== Segment start ==

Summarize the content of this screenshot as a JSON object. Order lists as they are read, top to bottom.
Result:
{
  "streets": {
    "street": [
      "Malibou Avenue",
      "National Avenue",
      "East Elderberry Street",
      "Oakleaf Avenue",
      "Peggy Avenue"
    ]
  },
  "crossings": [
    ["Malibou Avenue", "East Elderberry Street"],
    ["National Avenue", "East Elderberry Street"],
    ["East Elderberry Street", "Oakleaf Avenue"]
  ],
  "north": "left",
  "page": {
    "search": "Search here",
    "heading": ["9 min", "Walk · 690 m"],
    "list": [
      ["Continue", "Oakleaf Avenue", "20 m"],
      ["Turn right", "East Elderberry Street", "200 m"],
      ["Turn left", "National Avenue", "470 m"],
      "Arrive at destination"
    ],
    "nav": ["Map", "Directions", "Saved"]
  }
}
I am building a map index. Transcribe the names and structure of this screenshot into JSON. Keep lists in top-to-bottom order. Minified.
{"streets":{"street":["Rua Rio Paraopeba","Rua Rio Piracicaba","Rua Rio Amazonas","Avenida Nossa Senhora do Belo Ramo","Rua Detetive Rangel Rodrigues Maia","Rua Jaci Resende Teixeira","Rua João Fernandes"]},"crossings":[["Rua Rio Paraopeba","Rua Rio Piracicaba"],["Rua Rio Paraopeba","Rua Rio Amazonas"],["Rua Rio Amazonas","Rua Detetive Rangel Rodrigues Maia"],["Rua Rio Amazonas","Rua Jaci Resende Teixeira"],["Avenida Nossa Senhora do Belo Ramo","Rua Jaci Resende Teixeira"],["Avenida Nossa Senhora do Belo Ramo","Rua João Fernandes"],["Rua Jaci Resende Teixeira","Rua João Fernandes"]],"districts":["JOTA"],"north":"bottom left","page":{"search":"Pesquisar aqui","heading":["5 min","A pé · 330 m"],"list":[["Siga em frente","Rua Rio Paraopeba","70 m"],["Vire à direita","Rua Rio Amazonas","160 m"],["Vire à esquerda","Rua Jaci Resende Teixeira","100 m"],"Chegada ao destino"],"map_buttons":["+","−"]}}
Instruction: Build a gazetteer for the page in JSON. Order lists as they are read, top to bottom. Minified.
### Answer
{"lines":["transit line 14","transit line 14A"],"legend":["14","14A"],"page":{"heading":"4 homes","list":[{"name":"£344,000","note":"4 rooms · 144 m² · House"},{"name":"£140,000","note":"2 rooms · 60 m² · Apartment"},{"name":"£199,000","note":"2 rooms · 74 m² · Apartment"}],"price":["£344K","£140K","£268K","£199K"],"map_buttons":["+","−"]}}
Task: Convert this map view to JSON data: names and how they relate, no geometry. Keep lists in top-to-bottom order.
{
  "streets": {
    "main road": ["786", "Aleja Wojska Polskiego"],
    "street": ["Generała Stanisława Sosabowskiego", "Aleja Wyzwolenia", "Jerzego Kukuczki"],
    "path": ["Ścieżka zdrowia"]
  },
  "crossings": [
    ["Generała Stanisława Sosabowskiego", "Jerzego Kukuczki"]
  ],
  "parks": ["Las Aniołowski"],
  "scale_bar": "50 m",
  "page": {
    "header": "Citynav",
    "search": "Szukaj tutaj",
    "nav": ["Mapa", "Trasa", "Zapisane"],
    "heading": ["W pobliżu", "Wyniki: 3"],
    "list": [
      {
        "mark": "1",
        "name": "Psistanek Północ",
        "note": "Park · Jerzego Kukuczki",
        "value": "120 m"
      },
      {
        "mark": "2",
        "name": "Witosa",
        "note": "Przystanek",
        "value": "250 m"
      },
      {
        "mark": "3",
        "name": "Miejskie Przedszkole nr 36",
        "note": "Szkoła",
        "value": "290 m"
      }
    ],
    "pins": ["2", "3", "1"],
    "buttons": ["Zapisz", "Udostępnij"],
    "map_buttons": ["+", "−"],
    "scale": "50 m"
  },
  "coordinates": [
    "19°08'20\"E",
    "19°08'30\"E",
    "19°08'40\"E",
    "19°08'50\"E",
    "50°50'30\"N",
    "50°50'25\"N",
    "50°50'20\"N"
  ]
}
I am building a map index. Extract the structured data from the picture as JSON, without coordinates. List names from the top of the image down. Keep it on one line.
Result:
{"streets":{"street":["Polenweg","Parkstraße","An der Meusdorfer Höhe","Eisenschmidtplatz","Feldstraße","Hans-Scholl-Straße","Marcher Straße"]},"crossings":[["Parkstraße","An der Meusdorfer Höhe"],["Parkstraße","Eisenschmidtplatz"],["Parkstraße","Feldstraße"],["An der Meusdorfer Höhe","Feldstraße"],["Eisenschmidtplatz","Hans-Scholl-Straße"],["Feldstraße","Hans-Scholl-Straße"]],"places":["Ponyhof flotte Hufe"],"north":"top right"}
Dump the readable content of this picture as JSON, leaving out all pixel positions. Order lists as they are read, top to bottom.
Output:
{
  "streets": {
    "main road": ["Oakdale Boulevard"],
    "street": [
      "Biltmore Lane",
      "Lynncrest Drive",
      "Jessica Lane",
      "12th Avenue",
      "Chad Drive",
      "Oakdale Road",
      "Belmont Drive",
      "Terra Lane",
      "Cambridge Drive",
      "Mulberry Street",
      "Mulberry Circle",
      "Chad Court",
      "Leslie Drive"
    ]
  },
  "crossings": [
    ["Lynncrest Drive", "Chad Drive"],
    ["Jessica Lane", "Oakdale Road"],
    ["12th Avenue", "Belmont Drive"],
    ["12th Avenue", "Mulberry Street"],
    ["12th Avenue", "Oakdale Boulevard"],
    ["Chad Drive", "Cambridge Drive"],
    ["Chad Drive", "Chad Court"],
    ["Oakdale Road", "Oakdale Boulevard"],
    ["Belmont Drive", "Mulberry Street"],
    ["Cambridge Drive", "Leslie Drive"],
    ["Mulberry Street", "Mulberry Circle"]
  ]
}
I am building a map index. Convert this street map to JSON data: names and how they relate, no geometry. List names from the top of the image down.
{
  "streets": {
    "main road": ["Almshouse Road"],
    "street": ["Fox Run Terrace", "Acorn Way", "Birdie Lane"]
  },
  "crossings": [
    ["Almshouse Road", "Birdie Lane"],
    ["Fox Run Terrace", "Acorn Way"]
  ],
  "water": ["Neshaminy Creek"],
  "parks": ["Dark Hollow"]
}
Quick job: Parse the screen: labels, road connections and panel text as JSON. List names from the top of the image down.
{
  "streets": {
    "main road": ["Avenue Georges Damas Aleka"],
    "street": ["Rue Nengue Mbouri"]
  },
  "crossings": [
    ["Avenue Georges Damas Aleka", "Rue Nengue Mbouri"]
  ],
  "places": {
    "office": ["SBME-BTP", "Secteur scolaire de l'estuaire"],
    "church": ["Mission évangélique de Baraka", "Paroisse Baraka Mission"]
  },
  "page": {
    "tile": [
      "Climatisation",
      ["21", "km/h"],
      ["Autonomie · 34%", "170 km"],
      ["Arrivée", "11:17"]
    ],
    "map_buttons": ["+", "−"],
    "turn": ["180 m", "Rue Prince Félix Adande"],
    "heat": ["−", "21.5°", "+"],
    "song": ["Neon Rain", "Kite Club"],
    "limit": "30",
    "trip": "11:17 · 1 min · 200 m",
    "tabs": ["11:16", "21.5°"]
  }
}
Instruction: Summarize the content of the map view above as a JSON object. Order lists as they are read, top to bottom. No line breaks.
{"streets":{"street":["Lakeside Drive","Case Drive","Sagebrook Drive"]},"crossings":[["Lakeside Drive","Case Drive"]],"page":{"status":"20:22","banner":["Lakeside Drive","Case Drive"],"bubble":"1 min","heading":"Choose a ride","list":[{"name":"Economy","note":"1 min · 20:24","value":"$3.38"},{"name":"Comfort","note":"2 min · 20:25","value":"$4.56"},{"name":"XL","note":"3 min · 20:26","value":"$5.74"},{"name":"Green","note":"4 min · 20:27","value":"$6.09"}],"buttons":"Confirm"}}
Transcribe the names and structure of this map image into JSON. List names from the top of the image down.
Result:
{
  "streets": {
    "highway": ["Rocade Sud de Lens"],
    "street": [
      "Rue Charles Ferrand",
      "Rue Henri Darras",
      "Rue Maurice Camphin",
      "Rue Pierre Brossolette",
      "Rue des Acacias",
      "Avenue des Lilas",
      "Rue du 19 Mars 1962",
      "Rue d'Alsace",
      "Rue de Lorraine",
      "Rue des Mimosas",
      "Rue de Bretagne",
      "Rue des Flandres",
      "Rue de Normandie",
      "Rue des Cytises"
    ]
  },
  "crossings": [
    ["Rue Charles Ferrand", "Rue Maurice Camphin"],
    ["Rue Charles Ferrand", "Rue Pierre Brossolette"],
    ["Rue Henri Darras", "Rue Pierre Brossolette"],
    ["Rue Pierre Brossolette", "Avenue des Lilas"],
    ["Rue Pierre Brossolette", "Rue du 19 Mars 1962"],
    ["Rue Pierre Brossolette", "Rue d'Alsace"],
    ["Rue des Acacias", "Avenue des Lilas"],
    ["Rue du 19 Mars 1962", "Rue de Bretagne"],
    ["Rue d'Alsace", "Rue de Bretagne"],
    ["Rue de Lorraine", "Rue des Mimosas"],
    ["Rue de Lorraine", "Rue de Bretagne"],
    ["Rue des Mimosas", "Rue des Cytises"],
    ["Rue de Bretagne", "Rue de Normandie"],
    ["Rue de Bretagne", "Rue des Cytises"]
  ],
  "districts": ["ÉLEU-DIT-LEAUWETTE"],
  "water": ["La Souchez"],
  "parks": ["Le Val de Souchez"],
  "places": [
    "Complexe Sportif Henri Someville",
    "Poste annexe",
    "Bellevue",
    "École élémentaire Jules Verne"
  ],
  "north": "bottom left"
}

== Segment end ==

→ **TO DO**
Copy every line of the records above that contains "screenshot".

→ **SOLUTION BELOW**
Summarize the content of this screenshot as a JSON object. Order lists as they are read, top to bottom.
I am building a map index. Transcribe the names and structure of this screenshot into JSON. Keep lists in top-to-bottom order. Minified.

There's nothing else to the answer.